A proteína saiu da academia, passou pela padaria e agora sentou no balcão da sorveteria. A Chiquinho fechou uma parceria inédita com a Growth Supplements e colocou nas lojas de todo o país, nesta quarta-feira, 15 de julho, uma linha exclusiva de produtos proteicos. São nove itens entre milk shake, shake mix e smoothie, alguns chegando a 40g de proteína. Não é uma novidade de cardápio. É um movimento de posicionamento.
Quando o macro nutriente vira argumento de venda
Os nove produtos não inventam sabor nenhum. Eles turbinam o que a rede já sabe que vende. Milk shake de chocolate, morango, duo chocolate, leite em pó e maracujá in natura, mais os shake mix de banoffee e farinha láctea com banana. A jogada aqui não é criar demanda nova, é hackear a demanda existente. Você já entra na loja querendo o milk shake.

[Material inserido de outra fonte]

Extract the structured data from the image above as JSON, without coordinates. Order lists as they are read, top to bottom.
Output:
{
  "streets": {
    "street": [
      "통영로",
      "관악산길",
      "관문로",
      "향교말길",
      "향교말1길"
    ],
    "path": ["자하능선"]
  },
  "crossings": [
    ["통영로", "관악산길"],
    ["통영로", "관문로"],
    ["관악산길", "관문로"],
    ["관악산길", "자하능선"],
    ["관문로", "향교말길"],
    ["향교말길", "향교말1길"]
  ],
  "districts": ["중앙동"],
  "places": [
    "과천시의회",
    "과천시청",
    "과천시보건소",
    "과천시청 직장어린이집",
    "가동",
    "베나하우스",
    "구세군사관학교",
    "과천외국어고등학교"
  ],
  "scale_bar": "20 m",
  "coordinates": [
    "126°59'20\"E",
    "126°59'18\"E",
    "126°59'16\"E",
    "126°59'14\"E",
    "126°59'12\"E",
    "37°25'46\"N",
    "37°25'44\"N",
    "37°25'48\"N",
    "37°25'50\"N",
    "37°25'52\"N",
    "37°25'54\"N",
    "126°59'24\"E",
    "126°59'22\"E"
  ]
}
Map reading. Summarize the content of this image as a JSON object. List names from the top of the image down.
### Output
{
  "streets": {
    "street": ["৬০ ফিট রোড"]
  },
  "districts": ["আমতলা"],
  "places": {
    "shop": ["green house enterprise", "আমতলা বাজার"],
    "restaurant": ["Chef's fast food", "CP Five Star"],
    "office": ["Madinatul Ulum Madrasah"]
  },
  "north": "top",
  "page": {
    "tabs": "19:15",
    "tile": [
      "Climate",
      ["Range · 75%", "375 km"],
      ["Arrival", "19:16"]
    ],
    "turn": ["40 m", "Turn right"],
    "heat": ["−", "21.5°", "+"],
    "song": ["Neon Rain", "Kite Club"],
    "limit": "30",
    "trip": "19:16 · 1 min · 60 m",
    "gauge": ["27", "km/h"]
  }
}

A linha só resolve a culpa que vem depois.
Do outro lado, a Growth Supplements atravessa a fronteira que separava suplemento de sobremesa. Sair da prateleira da loja de nutrição esportiva e entrar em uma rede de varejo alimentar com presença nacional é uma virada de canal. Marca de suplemento disputando espaço no impulso, não na disciplina.
O smoothie de açaí sem sorvete é o verdadeiro teste
O destaque da linha é o Smoothie Proteico, feito à base de açaí e sem sorvete. Esse é o produto que mostra até onde a aposta vai. Ele não é uma sobremesa com proteína adicionada, é uma proposta diferente de consumo para quem quer encaixar proteína na rotina sem passar pelo sorvete.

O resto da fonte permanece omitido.